Despite concerns that Western investors may shun Myanmar amid the international outcry over the Rohingya crisis — military operations that drove more than 800,000 minority Muslim Rohingya refugees into neighboring Bangladesh last year — the telecoms business has sustained strong investment interest.

In mid-2016, the U.S. government’s development finance arm, the Overseas Private Investment Corp., granted a $250 million loan to Apollo, citing the critical role of telecoms infrastructure in the country’s development, particularly in rural areas.

Underscoring Opic’s involvement with Apollo, TPG’s latest deal highlights the shifting nature of investment interest in Myanmar, from what one private equity executive called a “pure profit focus toward more geostrategic priorities” that target development-focused sectors.

Over the past year, a number of Western development finance institutions, including the U.K.’s CDC Group, the World Bank’s private equity arm IFC, and Dutch and Norwegian government-backed funds have joined a wave of fundraisings among Myanmar-focused private equity groups, including most recently Anthem Asia and Delta Capital.

Telecommunications is among the few sectors in Myanmar with solid growth prospects, having opened early in the country’s post-junta period to foreign entrants in 2012 under the government of President Thein Sein. On top of more than 14,500 existing towers as of mid-2018, industry experts estimate that Myanmar needs to add at least 8,000 to 9,000 towers in coming years amid soaring smartphone penetration, declining tariffs and the recent entry of a fourth telecoms operator.

Mobile phone penetration since 2012 has risen above 113% in the country of 53 million people. About 77% of the population were able to access wireless internet services in 2017, up from 1.1% in 2010, according to Myanmar government data.

The TPG deal comes amid rapid consolidation in the crowded tower sector, where more than 20 independent tower owners are vying for contracts. In June, Singapore Myanmar Investco agreed to sell its tower construction business TPR Myanmar to Singapore’s Tiger Infrastructure Partners Pte Ltd for $10.8 million. Also this year Malaysian state-owned Edotco Group, one of Myanmar’s largest tower operators, acquired the energy assets and management of 1,250 telecom tower sites from Qatar’s Ooredoo Myanmar.

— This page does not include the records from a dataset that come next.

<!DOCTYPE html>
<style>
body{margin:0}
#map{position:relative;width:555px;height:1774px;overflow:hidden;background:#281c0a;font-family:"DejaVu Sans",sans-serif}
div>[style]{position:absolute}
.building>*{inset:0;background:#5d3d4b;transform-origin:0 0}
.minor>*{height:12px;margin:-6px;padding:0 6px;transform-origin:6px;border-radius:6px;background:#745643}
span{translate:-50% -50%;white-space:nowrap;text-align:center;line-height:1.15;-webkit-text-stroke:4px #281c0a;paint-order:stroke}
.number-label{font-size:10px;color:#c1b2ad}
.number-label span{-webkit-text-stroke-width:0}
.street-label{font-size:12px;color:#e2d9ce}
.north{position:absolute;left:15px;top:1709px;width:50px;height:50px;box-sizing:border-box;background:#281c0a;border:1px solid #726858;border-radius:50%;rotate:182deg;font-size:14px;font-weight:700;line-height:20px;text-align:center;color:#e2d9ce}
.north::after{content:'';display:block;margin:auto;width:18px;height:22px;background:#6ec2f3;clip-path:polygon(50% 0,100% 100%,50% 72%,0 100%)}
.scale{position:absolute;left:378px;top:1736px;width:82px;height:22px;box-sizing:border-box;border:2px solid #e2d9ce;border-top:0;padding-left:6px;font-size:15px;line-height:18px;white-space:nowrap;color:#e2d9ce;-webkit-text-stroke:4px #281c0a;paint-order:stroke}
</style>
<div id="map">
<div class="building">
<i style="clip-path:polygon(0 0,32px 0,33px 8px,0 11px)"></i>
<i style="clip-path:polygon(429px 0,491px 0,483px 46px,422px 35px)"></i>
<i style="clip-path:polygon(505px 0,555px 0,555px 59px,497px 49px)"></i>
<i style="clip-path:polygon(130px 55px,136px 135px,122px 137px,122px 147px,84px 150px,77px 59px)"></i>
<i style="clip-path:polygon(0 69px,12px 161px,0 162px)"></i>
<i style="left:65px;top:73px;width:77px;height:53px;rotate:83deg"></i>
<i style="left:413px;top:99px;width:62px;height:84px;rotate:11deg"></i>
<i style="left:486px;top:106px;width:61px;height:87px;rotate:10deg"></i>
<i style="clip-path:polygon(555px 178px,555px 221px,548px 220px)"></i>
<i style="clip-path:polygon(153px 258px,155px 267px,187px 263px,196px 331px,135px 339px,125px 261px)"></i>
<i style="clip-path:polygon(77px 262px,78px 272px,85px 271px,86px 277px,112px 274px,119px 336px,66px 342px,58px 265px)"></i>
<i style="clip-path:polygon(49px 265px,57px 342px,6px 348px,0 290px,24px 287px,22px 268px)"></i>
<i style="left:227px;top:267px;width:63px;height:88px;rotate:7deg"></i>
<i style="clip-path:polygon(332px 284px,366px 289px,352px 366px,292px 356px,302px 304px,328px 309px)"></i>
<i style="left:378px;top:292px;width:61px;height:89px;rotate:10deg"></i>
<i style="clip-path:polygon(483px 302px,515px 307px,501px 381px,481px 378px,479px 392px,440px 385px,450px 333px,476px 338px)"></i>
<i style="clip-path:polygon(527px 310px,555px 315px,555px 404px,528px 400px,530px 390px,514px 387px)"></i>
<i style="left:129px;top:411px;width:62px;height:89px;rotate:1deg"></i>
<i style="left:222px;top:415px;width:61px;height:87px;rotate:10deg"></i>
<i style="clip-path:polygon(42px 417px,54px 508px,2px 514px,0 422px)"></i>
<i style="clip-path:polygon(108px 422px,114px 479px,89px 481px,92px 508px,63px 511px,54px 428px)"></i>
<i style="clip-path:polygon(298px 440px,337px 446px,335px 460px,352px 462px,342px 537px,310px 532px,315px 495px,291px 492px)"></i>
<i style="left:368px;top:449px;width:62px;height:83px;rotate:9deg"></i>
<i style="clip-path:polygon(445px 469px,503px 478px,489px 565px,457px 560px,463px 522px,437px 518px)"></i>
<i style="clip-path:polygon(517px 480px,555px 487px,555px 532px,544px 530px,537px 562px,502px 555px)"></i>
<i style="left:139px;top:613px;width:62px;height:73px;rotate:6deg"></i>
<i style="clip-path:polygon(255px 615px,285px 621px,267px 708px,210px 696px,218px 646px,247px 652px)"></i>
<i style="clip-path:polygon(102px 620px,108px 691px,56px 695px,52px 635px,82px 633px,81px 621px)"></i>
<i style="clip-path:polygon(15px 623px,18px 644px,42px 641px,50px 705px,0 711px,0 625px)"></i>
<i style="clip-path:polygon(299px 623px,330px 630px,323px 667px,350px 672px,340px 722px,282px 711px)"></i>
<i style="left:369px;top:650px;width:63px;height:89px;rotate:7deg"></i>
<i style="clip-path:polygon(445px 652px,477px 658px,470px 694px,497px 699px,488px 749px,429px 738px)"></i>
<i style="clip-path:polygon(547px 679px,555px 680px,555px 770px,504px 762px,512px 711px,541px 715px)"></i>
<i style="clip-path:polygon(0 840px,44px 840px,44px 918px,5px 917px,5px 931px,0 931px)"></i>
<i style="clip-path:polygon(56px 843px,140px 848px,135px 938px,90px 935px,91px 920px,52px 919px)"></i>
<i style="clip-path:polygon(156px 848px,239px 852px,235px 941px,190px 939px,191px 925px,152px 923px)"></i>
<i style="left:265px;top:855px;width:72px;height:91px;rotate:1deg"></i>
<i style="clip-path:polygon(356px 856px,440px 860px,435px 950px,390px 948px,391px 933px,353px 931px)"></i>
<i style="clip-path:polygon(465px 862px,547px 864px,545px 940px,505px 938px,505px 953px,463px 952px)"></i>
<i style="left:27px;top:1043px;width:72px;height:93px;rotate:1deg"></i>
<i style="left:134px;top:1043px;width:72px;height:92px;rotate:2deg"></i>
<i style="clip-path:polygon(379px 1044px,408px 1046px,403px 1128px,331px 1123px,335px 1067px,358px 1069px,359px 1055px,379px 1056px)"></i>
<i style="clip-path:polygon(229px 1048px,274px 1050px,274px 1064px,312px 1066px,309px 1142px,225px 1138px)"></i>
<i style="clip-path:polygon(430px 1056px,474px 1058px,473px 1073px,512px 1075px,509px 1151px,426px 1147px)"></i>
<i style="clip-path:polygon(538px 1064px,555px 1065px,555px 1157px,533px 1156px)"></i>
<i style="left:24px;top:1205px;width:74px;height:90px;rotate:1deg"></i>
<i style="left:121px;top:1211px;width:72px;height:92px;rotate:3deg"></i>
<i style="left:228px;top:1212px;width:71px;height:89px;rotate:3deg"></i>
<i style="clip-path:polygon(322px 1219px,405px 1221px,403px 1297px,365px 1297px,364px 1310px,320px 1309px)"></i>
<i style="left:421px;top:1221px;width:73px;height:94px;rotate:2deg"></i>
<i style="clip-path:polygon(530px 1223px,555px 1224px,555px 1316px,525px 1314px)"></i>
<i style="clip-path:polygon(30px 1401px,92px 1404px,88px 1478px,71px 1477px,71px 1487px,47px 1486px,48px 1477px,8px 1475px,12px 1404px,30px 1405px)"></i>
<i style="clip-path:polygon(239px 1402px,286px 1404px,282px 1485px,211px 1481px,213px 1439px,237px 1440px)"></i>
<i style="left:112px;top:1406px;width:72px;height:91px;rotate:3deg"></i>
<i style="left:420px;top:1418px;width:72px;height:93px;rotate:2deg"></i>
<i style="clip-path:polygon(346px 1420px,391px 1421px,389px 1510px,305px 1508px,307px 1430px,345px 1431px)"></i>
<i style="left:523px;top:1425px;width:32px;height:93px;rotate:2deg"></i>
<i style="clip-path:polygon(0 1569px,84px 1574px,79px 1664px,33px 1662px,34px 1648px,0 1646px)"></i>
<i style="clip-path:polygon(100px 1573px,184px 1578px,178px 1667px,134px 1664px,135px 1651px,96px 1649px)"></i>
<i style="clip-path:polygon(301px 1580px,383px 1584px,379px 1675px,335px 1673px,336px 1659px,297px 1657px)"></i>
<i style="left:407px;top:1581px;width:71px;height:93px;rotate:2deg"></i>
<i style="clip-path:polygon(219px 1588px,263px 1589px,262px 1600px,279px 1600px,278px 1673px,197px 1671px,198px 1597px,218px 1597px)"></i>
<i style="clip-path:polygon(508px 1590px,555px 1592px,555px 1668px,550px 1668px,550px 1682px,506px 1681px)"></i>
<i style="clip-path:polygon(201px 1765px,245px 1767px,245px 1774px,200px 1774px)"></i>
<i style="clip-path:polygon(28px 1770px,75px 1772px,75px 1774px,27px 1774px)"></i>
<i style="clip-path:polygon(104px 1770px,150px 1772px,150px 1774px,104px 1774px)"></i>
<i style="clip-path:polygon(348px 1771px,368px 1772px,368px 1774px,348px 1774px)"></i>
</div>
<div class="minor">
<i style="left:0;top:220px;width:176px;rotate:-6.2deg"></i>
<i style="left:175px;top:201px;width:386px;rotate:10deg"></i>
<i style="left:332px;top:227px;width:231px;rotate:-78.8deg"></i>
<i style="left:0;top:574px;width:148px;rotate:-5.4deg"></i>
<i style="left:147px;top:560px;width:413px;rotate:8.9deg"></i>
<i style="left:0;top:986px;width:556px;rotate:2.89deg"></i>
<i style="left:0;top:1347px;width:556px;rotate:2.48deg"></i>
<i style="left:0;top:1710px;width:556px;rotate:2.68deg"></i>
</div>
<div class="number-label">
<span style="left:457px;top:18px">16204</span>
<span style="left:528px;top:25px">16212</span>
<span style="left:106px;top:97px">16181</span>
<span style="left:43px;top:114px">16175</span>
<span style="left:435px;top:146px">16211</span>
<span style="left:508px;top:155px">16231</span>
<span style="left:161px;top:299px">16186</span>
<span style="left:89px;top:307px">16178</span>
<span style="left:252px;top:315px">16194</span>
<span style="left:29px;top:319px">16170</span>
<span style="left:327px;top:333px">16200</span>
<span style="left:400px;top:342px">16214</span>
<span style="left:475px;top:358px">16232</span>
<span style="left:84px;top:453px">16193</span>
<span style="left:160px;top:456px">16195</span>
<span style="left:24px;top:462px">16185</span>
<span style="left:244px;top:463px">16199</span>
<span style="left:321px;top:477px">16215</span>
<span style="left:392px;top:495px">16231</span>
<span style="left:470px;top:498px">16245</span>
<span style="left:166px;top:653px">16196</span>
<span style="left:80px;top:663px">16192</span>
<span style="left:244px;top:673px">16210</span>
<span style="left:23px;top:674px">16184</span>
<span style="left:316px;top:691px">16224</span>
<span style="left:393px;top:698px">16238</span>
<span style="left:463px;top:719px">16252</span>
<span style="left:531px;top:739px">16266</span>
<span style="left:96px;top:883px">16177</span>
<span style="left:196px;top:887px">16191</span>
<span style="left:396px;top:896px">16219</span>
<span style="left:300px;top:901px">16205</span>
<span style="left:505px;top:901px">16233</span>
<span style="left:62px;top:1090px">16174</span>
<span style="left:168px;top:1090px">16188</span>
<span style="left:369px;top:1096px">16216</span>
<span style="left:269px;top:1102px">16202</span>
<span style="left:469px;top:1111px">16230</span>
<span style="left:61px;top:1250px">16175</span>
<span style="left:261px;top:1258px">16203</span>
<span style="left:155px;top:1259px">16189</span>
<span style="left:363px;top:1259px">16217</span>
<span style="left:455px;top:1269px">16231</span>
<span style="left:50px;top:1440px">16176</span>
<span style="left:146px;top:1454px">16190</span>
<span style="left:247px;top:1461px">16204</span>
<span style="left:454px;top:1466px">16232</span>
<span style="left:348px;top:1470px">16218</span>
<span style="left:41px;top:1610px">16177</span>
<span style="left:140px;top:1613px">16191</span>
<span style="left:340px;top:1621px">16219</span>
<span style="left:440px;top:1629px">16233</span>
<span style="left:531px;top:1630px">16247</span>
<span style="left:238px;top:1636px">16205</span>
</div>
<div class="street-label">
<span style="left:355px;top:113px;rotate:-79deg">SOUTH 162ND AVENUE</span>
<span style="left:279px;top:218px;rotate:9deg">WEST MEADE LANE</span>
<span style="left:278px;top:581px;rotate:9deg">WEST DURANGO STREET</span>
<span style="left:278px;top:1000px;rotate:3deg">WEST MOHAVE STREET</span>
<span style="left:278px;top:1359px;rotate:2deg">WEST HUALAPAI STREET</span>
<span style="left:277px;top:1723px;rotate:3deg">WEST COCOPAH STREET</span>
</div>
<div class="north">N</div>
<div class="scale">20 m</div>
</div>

Apollo currently provides services to all four licensed operators in Myanmar: Telenor of Norway, Qatar’s Ooredoo, state-owned Myanma Posts and Telecommunications, and the newest entrant MyTel, a joint venture between a local consortium of 11 private companies and Viettel, a Vietnamese state-owned company run by the country’s defense ministry, which began services in June.

MPT earlier teamed up with Japanese carrier KDDI and trading house Sumitomo Corp. in a joint investment deal to help expand MPT’s rural wireless networks.

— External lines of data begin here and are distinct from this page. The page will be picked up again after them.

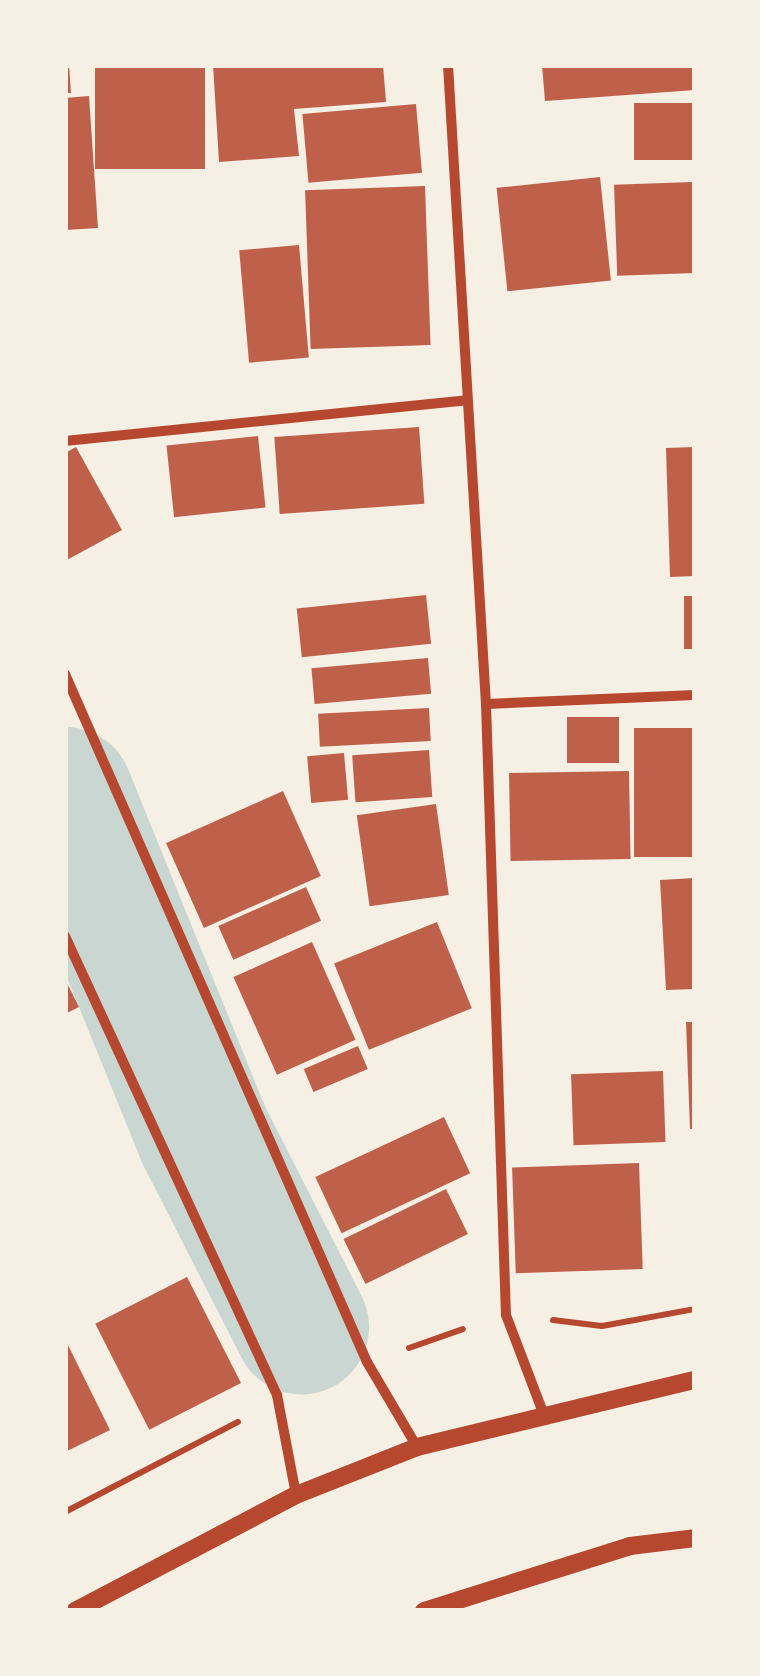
<!DOCTYPE html>
<style>
body{margin:0}
#map{position:relative;width:760px;height:1676px;overflow:hidden;background:#f6efe4;font-family:"Sofia Sans Condensed",sans-serif}
div>[style]{position:absolute}
[style*='--x']{left:calc(var(--x)*1px);top:calc(var(--y)*1px);width:calc(var(--w)*1px);rotate:calc(var(--a)*1deg)}
.river>*{height:135px;margin:-67.5px;padding:0 67.5px;transform-origin:67.5px;border-radius:67.5px;background:#c9d6d2}
.building>*{inset:0;background:#bf614a;transform-origin:0 0}
.path>*{height:6px;margin:-3px;padding:0 3px;transform-origin:3px;border-radius:3px;background:#b5482f}
.minor>*{height:10px;margin:-5px;padding:0 5px;transform-origin:5px;border-radius:5px;background:#b5482f}
.tertiary>*{height:18px;margin:-9px;padding:0 9px;transform-origin:9px;border-radius:9px;background:#b5482f}
span{translate:-50% -50%;white-space:nowrap;text-align:center;line-height:1.15;-webkit-text-stroke:10px #f6efe4;paint-order:stroke}
.frame{position:absolute;inset:0;border:68px solid #f6efe4;pointer-events:none}
</style>
<div id="map">
<div class="river">
<i style="--x:65;--y:794;--w:367;--a:67.9"></i>
<i style="--x:203;--y:1134;--w:216;--a:63"></i>
</div>
<div class="building">
<i style="clip-path:polygon(65px 65px,69px 65px,71px 93px,65px 93px)"></i>
<i style="left:95px;top:65px;width:110px;height:104px"></i>
<i style="clip-path:polygon(213px 65px,383px 65px,386px 102px,294px 109px,299px 156px,219px 162px)"></i>
<i style="clip-path:polygon(542px 65px,695px 65px,695px 90px,545px 101px)"></i>
<i style="clip-path:polygon(89px 96px,98px 228px,65px 230px,65px 98px)"></i>
<i style="left:634px;top:103px;width:61px;height:57px"></i>
<i style="left:416px;top:104px;width:69px;height:114px;rotate:85deg"></i>
<i style="left:600px;top:177px;width:104px;height:104px;rotate:84deg"></i>
<i style="left:692px;top:182px;width:91px;height:78px;rotate:88deg"></i>
<i style="left:425px;top:186px;width:159px;height:120px;rotate:88deg"></i>
<i style="left:299px;top:245px;width:113px;height:60px;rotate:85deg"></i>
<i style="left:419px;top:427px;width:77px;height:145px;rotate:86deg"></i>
<i style="left:258px;top:436px;width:72px;height:92px;rotate:84deg"></i>
<i style="clip-path:polygon(76px 447px,122px 530px,65px 561px,65px 453px)"></i>
<i style="clip-path:polygon(695px 447px,695px 576px,670px 577px,666px 448px)"></i>
<i style="left:426px;top:595px;width:49px;height:130px;rotate:84deg"></i>
<i style="left:684px;top:596px;width:11px;height:53px"></i>
<i style="left:428px;top:658px;width:36px;height:117px;rotate:85deg"></i>
<i style="left:429px;top:708px;width:33px;height:111px;rotate:87deg"></i>
<i style="left:619px;top:717px;width:46px;height:52px;rotate:90deg"></i>
<i style="left:695px;top:728px;width:129px;height:61px;rotate:90deg"></i>
<i style="left:429px;top:750px;width:47px;height:77px;rotate:86deg"></i>
<i style="left:344px;top:753px;width:47px;height:37px;rotate:85deg"></i>
<i style="left:629px;top:771px;width:88px;height:120px;rotate:89deg"></i>
<i style="left:283px;top:791px;width:93px;height:128px;rotate:66deg"></i>
<i style="left:436px;top:804px;width:92px;height:80px;rotate:82deg"></i>
<i style="clip-path:polygon(695px 878px,695px 989px,666px 990px,660px 880px)"></i>
<i style="left:306px;top:887px;width:37px;height:96px;rotate:66deg"></i>
<i style="left:437px;top:922px;width:93px;height:111px;rotate:68deg"></i>
<i style="left:312px;top:942px;width:107px;height:86px;rotate:66deg"></i>
<i style="clip-path:polygon(65px 979px,79px 1007px,65px 1014px)"></i>
<i style="clip-path:polygon(686px 1022px,695px 1022px,695px 1129px,690px 1129px)"></i>
<i style="left:358px;top:1046px;width:25px;height:59px;rotate:67deg"></i>
<i style="left:663px;top:1071px;width:71px;height:92px;rotate:88deg"></i>
<i style="left:444px;top:1117px;width:62px;height:142px;rotate:65deg"></i>
<i style="left:639px;top:1163px;width:106px;height:127px;rotate:88deg"></i>
<i style="left:446px;top:1189px;width:50px;height:114px;rotate:64deg"></i>
<i style="left:187px;top:1277px;width:119px;height:103px;rotate:63deg"></i>
<i style="clip-path:polygon(65px 1339px,110px 1430px,65px 1452px)"></i>
</div>
<div class="path">
<i style="--x:553;--y:1320;--w:49;--a:7"></i>
<i style="--x:602;--y:1326;--w:95;--a:-10.4"></i>
<i style="--x:409;--y:1348;--w:57;--a:-19.4"></i>
<i style="--x:65;--y:1512;--w:195;--a:-27.5"></i>
</div>
<div class="minor">
<i style="--x:448;--y:65;--w:640;--a:86.6"></i>
<i style="--x:486;--y:704;--w:611;--a:88.13"></i>
<i style="--x:506;--y:1315;--w:102;--a:69.2"></i>
<i style="--x:65;--y:441;--w:404;--a:-5.8"></i>
<i style="--x:65;--y:674;--w:751;--a:66.3"></i>
<i style="--x:367;--y:1362;--w:99;--a:59.5"></i>
<i style="--x:486;--y:704;--w:209;--a:-2.5"></i>
<i style="--x:65;--y:936;--w:506;--a:65.21"></i>
<i style="--x:277;--y:1395;--w:102;--a:79.2"></i>
</div>
<div class="tertiary">
<i style="--x:75;--y:1611;--w:250;--a:-27.7"></i>
<i style="--x:296;--y:1495;--w:130;--a:-21.6"></i>
<i style="--x:417;--y:1447;--w:286;--a:-13.6"></i>
<i style="--x:424;--y:1611;--w:216;--a:-17.5"></i>
<i style="--x:630;--y:1546;--w:65;--a:-7"></i>
</div>
<div class="frame"></div>
</div>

The TPG deal also comes after Myanmar’s implementation of investment and companies laws intended to encourage foreign investors. The companies law, implemented in August, entitles foreign companies for the first time to buy stakes in Myanmar companies.

TPG declined to comment, but some local analysts with knowledge of the deal welcomed TPG’s transaction as a timely example of urgently needed consolidation in more troubled business fields.

These include, in particular, airlines, where several domestic carriers have closed down in recent months, and banking, which is struggling amid mounting bad debt and excessive competition.

“This is an example of the sort of consolidation that is badly needed in other sectors,” said a Yangon-based investment consultant. “Fewer, but larger, more efficient and better capitalized companies will inevitably attract more investors.”